Thursday, 16 July 2009

Acceptable in the '80s

Take a good look around. La Roux is at the top of the charts with an album that sounds like it was scraped together from a bunch of Yazoo out-takes. The A-Team, the Smurfs and T.J. Hooker are all being lined up for big-screen reinventions. And Patrick Dempsey is still one of the hottest actors around. It's safe to say that the 80s is no longer the forgotten decade.

The latest relic from the era of head-bands, leg-warmers and Wincey Willis to be hauled back into public consciousness is the ground zero of jazz hands, Fame. Starting out as a surprisingly gritty drama by Alan Parker, the original film followed the endeavours of some of New York's most compelling young talents. And a dull girl with a cello. But thanks to some toe-tapping tunes, energetic performances and a pair of very short shorts (thanks Leroy), the movie was a massive success and even won two Oscars.

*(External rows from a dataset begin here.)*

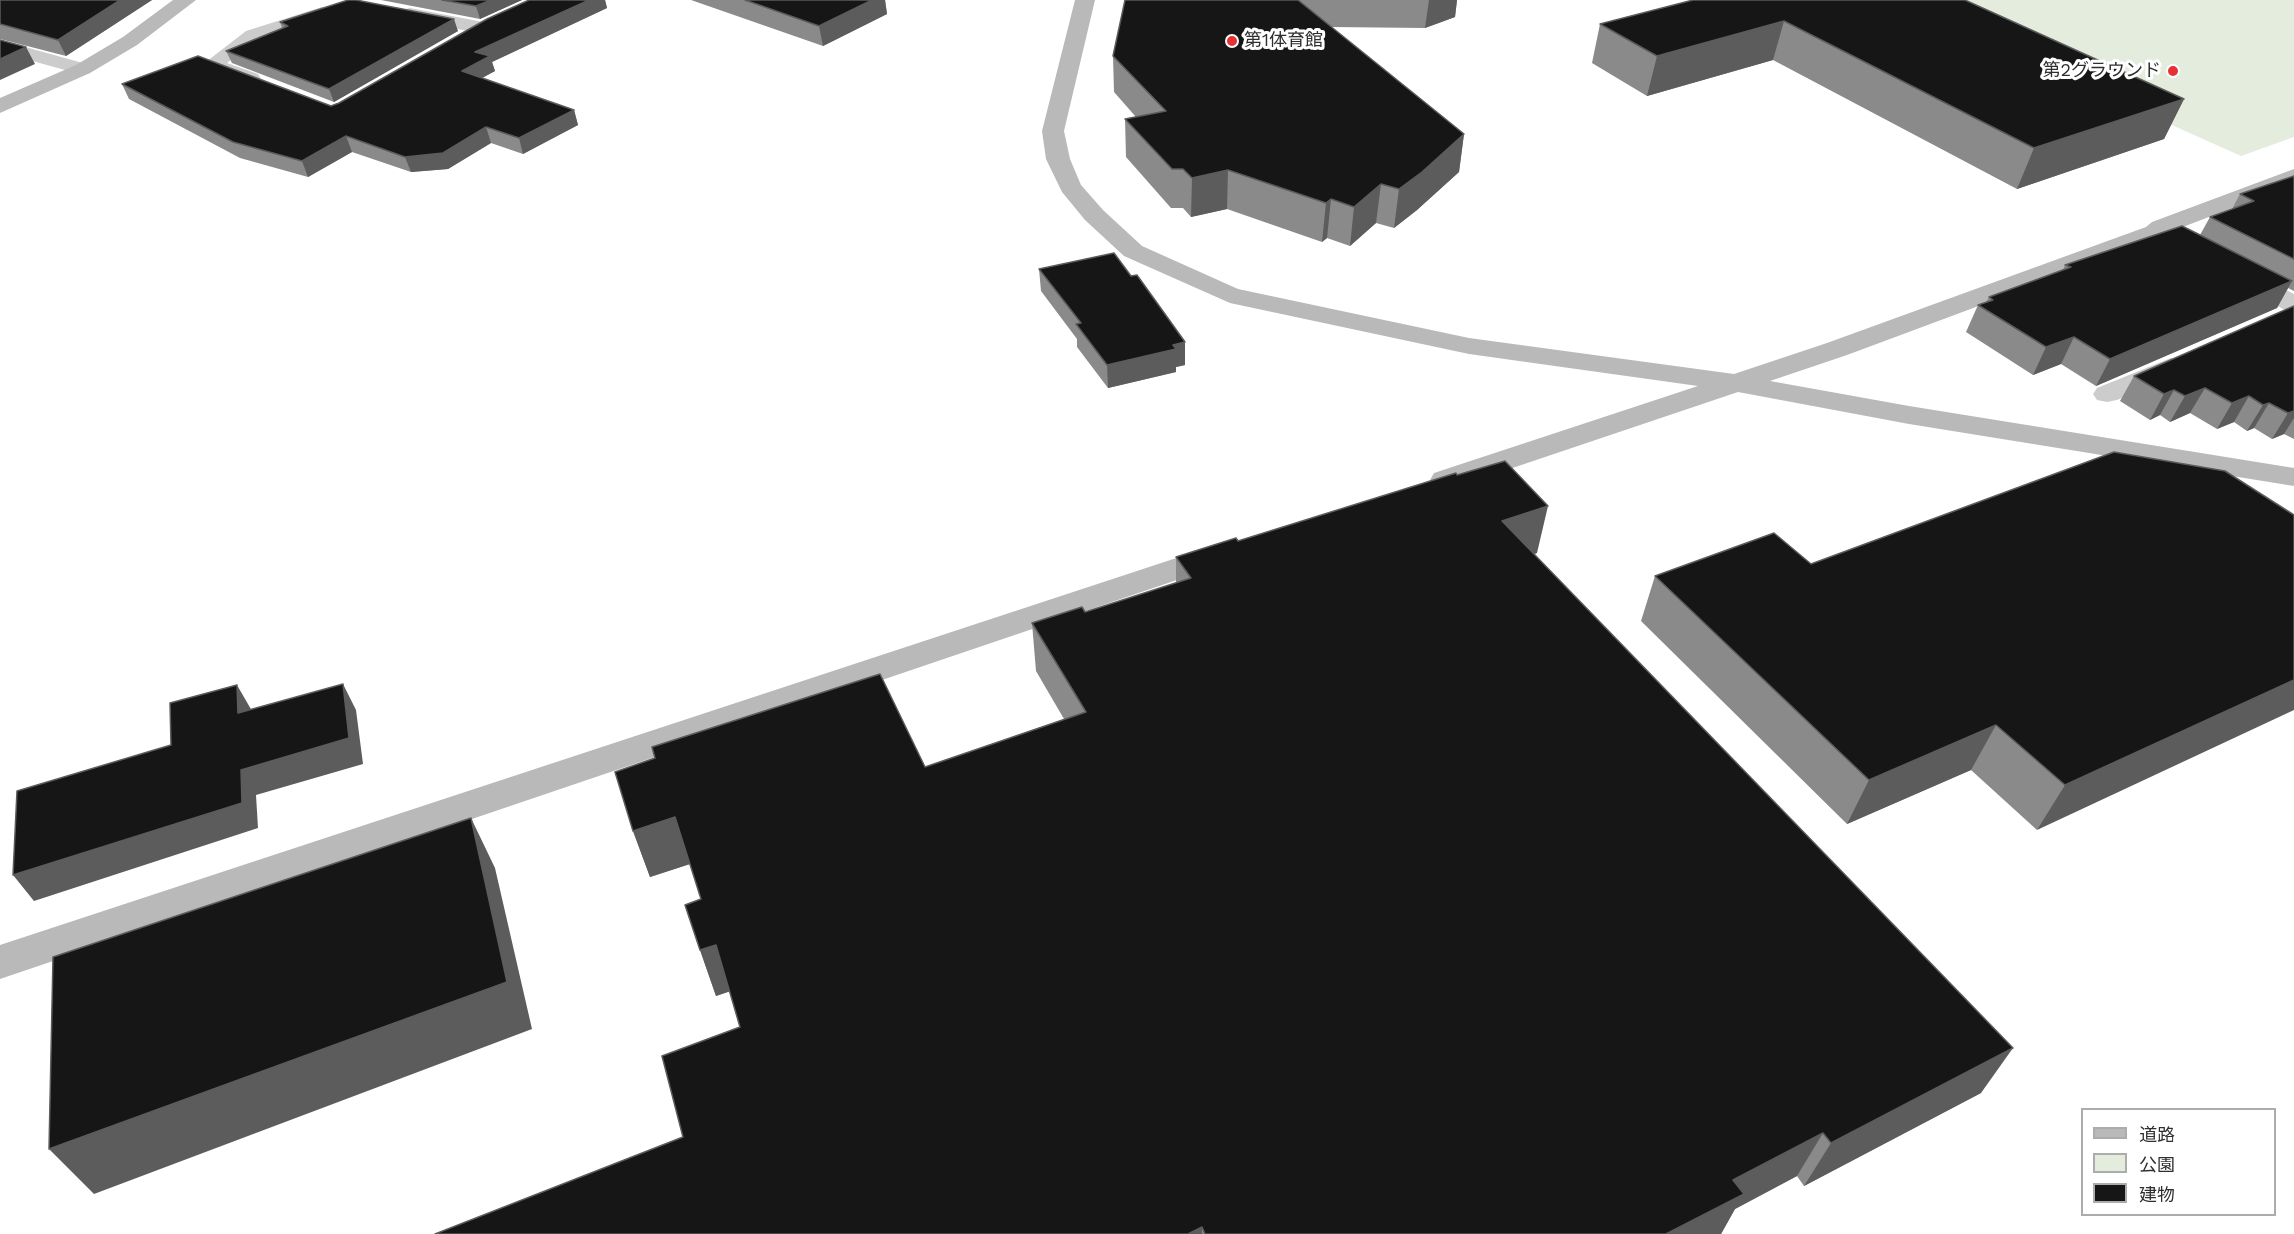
<!DOCTYPE html>
<html>
<head>
<meta charset="utf-8">
<style>
  body { margin:0 }
  #map { position:relative; width:2294px; height:1234px; overflow:hidden; background:#fff; font-family:"Work Sans","Noto Sans JP",sans-serif }
  canvas { display:block }
  .legend { position:absolute; left:2081px; top:1108px; width:195px; height:108px; box-sizing:border-box; background:#fff; border:2px solid #acacac; margin:0; padding:8px 10px; list-style:none; font-size:18px; color:#2f2f2f }
  .legend li { display:flex; align-items:center; gap:12px; height:30px }
  .legend b { width:30px; border:2px solid #acacac }
</style>
</head>
<body>
<div id="map">
<canvas width="2294" height="1234"></canvas>
<ul class="legend">
<li><b style="height:8px;background:#b9b9b9"></b>道路</li>
<li><b style="height:16px;background:#e4ecdd"></b>公園</li>
<li><b style="height:16px;background:#161616"></b>建物</li>
</ul>
</div>
<script>
const g = document.querySelector('canvas').getContext('2d');
g.lineJoin = 'round';
function paint(path, color) { g.fillStyle = color; g.fill(path, 'evenodd'); }
const shape = rows => new Path2D(rows.map(r => 'M' + r).join(''));
function trace(path, color, width, dash) { g.strokeStyle = color; g.lineWidth = width; g.lineCap = dash ? 'butt' : 'round'; g.setLineDash(dash || []); g.stroke(path); }
function drawText(font, color, halo, rows, align = 'center') {
  g.font = font + ' "Work Sans","Noto Sans JP",sans-serif'; g.lineWidth = 6; g.setLineDash([]); g.textBaseline = 'middle'; g.strokeStyle = halo; g.fillStyle = color; for (const [text, x, y, turn = 0] of rows) {
    g.save(); g.translate(x, y); g.rotate((+turn || 0) * Math.PI / 180); g.textAlign = isNaN(turn) ? turn : align; if (halo) g.strokeText(text, 0, 0); g.fillText(text, 0, 0); g.restore();
  }
}
paint(shape([
  [1928,0,2294,0,2294,137,2241,156,1904,5]
]), '#e4ecdd');
paint(shape([
  [322,7,329,9,332,13,329,17,260,39,227,63,258,74,261,79,258,84,250,85,242,84,205,69,202,65,246,31,322,7],
  [410,8,483,22,490,24,493,28,490,32,483,34,403,18,400,14,403,10,410,8],
  [0,40,90,65,94,69,90,73,83,75,0,52,0,40],
  [2242,269,2251,272,2294,294,2294,312,2285,310,2233,282,2229,277,2233,272,2242,269],
  [2171,358,2181,360,2185,366,2181,372,2117,400,2107,402,2097,400,2093,394,2097,388,2171,358]
]), '#ccc');
paint(shape([
  [173,0,196,0,137,45,90,73,0,113,0,98,76,65,123,37,173,0],
  [1075,0,1095,0,1064,131,1070,159,1081,185,1103,210,1142,246,1238,289,1469,338,1734,374,1827,343,2146,227,2152,222,2294,169,2294,184,2170,232,2164,237,1847,355,1770,381,1909,406,2294,468,2294,486,1909,424,1738,392,1456,487,1445,489,1434,487,1430,480,1434,473,1698,386,1469,354,1230,303,1124,256,1085,220,1062,192,1046,159,1042,131,1075,0],
  [1219,544,1230,548,1235,555,1230,562,0,979,0,945,1219,544]
]), '#b9b9b9');
paint(shape([
  [0,0,152,0,66,56,0,39],
  [381,0,522,0,480,19],
  [529,0,605,0,607,8,492,62,495,71,482,78,574,110,578,125,523,154,491,143,448,169,411,172,352,152,308,177,240,158,129,99,122,84,331,106,339,103],
  [691,0,885,0,887,14,823,46],
  [1125,0,1457,0,1455,17,1425,28,1331,27,1464,134,1459,172,1417,210,1394,228,1376,223,1350,246,1327,238,1322,242,1227,209,1191,217,1183,208,1171,208,1126,157,1125,119,1136,117,1114,92,1113,56],
  [1693,0,2184,99,2164,139,2017,189,1773,60,1647,96,1592,63,1600,24],
  [280,22,458,31,334,102,232,63,226,51,282,28],
  [2294,176,2294,291,2288,288,2277,308,2096,386,2061,364,2033,375,1966,332,1978,305,1986,302,1989,297,2063,270,2065,265,2200,235,2210,217,2232,209,2240,194],
  [1039,269,1185,365,1176,367,1176,372,1108,388,1077,347,1077,339,1041,291],
  [2294,306,2294,439,2284,434,2272,439,2254,428,2247,431,2234,422,2217,429,2190,413,2170,422,2160,415,2150,420,2120,401,2134,376],
  [2294,515,2037,830,1971,770,1847,824,1641,621,1655,576,1811,564],
  [1238,541,1537,553,1534,554,1981,1093,1804,1186,1797,1176,1735,1209,1721,1234,435,1234,683,1137,740,1027,730,991,716,996,700,950,701,899,690,864,650,877,633,831,925,767,1064,719,1036,671,1032,623,1085,612,1176,583,1176,557]
]), '#8a8a8a');
paint(shape([
  [120,0,152,0,66,56,58,40],
  [491,0,522,0,480,19,476,6],
  [589,0,605,0,607,8,492,62,495,71,467,86,462,71,475,52],
  [872,0,885,0,887,14,823,46,819,26],
  [1429,0,1457,0,1455,17,1425,28],
  [454,19,458,31,334,102,329,89],
  [1784,21,1773,60,1647,96,1657,56],
  [26,47,35,64,0,80,0,59],
  [2184,99,2164,139,2017,189,2034,148],
  [574,110,578,125,523,154,519,138],
  [486,127,491,143,448,169,411,172,405,157],
  [1464,134,1459,172,1417,210,1394,228,1399,189],
  [346,136,352,152,308,177,302,161],
  [1228,170,1227,209,1191,217,1192,178],
  [1381,184,1376,223,1350,246,1354,207],
  [1331,199,1327,238,1322,242,1326,203],
  [2292,281,2277,308,2096,386,2110,359],
  [2074,337,2061,364,2033,375,2046,347],
  [1185,342,1185,365,1176,367,1176,372,1108,388,1107,365,1173,345],
  [2205,388,2190,413,2170,422,2185,396],
  [2174,390,2160,415,2150,420,2164,394],
  [2249,396,2234,422,2217,429,2232,403],
  [2269,403,2254,428,2247,431,2263,405],
  [2294,411,2294,418,2284,434,2272,439,2288,413],
  [1548,506,1537,553,1493,568,1502,521],
  [2294,680,2294,710,2037,830,2065,785],
  [343,684,356,710,363,764,256,795,258,828,34,901,13,875,241,770],
  [237,685,252,711,238,713],
  [1996,725,1971,770,1847,824,1869,780],
  [675,817,690,864,650,877,633,831],
  [471,818,495,868,532,1029,94,1194,49,1149],
  [716,945,731,991,716,996,700,950],
  [2013,1048,1981,1093,1804,1186,1831,1143],
  [1823,1133,1797,1176,1735,1209,1721,1234,1666,1234,1733,1180],
  [1202,1227,1202,1234,1188,1234]
]), '#5c5c5c');
const building = shape([
  [0,0,120,0,58,40,0,24,0,0],
  [348,0,356,0,454,19,329,89,226,51,288,26,280,22,348,0],
  [442,0,491,0,476,6,442,0],
  [529,0,589,0,475,52,490,56,462,71,574,110,519,138,486,127,443,153,405,157,346,136,302,161,233,142,122,84,198,56,331,106,339,103,487,19,529,0],
  [745,0,872,0,819,26,745,0],
  [1125,0,1298,0,1464,134,1422,172,1399,189,1381,184,1354,207,1331,199,1326,203,1228,170,1192,178,1183,169,1172,169,1125,119,1166,111,1113,56,1125,0],
  [1693,0,1965,0,2184,99,2034,148,1784,21,1657,56,1600,24,1693,0],
  [0,40,26,47,0,59,0,40],
  [2294,176,2294,259,2210,217,2254,201,2240,194,2294,176],
  [2182,226,2292,281,2110,359,2074,337,2046,347,1978,305,1993,300,1989,297,2071,267,2065,265,2182,226],
  [1114,253,1131,276,1137,275,1185,342,1173,345,1176,349,1107,365,1076,324,1081,323,1039,269,1114,253],
  [2294,306,2294,411,2288,413,2269,403,2263,405,2249,396,2232,403,2205,388,2185,396,2174,390,2164,394,2134,376,2294,306],
  [2114,452,2225,471,2294,515,2294,680,2065,785,1996,725,1869,780,1655,576,1774,533,1811,564,2114,452],
  [1505,461,1548,506,1502,521,2013,1048,1831,1143,1823,1133,1733,1180,1744,1194,1666,1234,1205,1234,1202,1227,1188,1234,435,1234,683,1137,662,1056,740,1027,716,945,700,950,685,905,701,899,675,817,633,831,615,772,655,758,652,747,880,674,925,767,1086,712,1032,623,1082,607,1085,612,1191,578,1176,557,1236,538,1238,541,1456,473,1457,475,1505,461],
  [343,684,349,738,241,770,242,803,13,875,17,791,171,745,170,703,237,685,238,713,343,684],
  [471,818,507,982,49,1149,53,957,471,818]
]);
paint(building, '#161616');
trace(building, '#5c5c5c', 1.5);
for (const [x, y, r, color] of [
  [1232,41,6,"#e63233"],
  [2173,71,6,"#e63233"]
]) { const dot = new Path2D(); dot.arc(x, y, r, 0, 2 * Math.PI); g.fillStyle = color; g.fill(dot); trace(dot, '#fff', 2); }
drawText('18px', '#2f2f2f', '#fff', [
  ["第1体育館",1244,41],
  ["第2グラウンド",2161,71,"right"]
], 'left');
</script>
</body>
</html>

Smelling a franchise, Metro-Goldwyn-Mayer was quick to recruit as many of the movie's unknown cast as possible, and lined up a weekly TV show. Despite being a staggeringly formulaic and amateurish production, it was another smash hit. For a while at least. New song and dance numbers were incorporated into every episode, and the cast regularly took to the road for extensive tours as "The Kids From Fame". Finally, in 1987, the show was cancelled and the cast shuffled off into relative obscurity, before being temporarily dragged out of it for one of Justin Lee Collins' nostalgia-fests on Channel 4.

So now, here we are anticipating Fame for a new generation. The trailer (embedded below for your viewing convenience) seems to tick all the right boxes. An R&B update of the iconic theme song, young people giving it their all with steely determination, and lots and lots of stretching. Unfortunately, what has changed is the context.

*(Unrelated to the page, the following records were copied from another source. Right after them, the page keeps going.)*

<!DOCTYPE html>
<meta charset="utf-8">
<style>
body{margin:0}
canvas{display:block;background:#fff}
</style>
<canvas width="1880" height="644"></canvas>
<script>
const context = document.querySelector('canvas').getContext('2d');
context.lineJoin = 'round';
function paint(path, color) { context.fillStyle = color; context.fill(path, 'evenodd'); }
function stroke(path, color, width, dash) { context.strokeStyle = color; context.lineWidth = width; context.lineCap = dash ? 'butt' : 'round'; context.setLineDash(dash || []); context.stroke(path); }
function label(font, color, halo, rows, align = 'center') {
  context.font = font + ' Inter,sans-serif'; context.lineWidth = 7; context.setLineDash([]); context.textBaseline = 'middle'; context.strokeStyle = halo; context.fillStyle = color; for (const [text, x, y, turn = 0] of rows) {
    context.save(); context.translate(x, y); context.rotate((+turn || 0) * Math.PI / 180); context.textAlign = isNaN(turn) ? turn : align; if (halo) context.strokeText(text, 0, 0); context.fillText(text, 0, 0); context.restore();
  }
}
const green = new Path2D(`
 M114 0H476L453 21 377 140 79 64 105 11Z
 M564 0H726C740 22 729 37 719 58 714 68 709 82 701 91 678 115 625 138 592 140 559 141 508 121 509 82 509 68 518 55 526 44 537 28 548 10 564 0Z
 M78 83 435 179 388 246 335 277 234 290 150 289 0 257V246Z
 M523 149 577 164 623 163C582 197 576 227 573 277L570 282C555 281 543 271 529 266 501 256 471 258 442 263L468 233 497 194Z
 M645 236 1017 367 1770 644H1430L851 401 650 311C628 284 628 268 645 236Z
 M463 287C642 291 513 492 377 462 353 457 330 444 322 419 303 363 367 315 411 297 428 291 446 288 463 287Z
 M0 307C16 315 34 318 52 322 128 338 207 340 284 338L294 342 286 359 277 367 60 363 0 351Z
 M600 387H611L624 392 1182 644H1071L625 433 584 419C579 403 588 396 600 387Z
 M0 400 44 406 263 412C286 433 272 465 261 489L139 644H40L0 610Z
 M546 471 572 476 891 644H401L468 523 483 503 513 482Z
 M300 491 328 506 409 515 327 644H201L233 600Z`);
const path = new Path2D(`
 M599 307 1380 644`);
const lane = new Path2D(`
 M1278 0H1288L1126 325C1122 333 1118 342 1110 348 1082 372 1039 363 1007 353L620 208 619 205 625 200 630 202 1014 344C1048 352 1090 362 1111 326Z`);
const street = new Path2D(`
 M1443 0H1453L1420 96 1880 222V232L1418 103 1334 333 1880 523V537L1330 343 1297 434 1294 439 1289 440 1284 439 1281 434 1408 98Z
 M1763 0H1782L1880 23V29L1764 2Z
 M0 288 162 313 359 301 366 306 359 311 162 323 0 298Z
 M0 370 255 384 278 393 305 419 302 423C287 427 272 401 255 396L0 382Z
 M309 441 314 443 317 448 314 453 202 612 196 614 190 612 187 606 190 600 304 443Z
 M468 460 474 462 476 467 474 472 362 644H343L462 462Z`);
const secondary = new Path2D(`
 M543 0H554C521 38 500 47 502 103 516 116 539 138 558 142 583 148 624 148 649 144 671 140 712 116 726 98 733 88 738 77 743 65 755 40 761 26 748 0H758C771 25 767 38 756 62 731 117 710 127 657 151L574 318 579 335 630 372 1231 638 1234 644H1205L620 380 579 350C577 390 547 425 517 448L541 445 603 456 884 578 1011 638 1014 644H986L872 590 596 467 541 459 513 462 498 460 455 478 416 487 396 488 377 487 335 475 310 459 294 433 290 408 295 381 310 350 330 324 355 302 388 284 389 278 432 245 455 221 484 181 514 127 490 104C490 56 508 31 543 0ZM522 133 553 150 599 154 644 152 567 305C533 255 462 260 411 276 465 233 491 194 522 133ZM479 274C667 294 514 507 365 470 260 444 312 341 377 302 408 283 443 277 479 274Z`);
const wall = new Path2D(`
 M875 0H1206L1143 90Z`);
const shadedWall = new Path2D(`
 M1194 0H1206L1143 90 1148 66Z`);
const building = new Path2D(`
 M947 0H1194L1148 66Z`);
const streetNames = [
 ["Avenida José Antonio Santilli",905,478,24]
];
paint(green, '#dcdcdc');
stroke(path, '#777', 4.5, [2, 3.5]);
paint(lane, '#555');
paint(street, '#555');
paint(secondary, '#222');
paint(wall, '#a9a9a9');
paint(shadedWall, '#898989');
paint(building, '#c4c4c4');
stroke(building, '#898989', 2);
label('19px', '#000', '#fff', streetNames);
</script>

Back in 1980, Debbie Allen's voiceover declared "You've got big dreams? You want fame? Well, fame costs. And right here is where you start paying ... in sweat." So how is the movie going to work in an era when fame costs nothing? These days, fame is a simple commodity that can be acquired by being born, being hysterical, or sticking a wine bottle up your Jacob's Creek. There's no longer any need to pay in sweat, since any bodily fluids will suffice. Talent has become entirely incidental, and at times seems diametrically opposed to the very concept of celebrity.

Equally, breakthrough success is equated with selling-out. Instead, integrity and genuine creative expression live underground, on self-financed record labels and in independent arthouse movies.

Sadly, the sweetspot where talent and fame do actually converge is a troublesome nexus for many. The entertainment world has lost countless talents decades before their time because the conflicting pressures were just too great. As Irene Cara once sang, "I'm gonna live forever..." but only figuratively speaking.

1 comment:

  1. This was just posted (then deleted) over at Popjustice, but can I just point out that the "dull girl with the cello" did not appear in the movie of Fame. That would be Lori Singer, who only showed up in the TV series.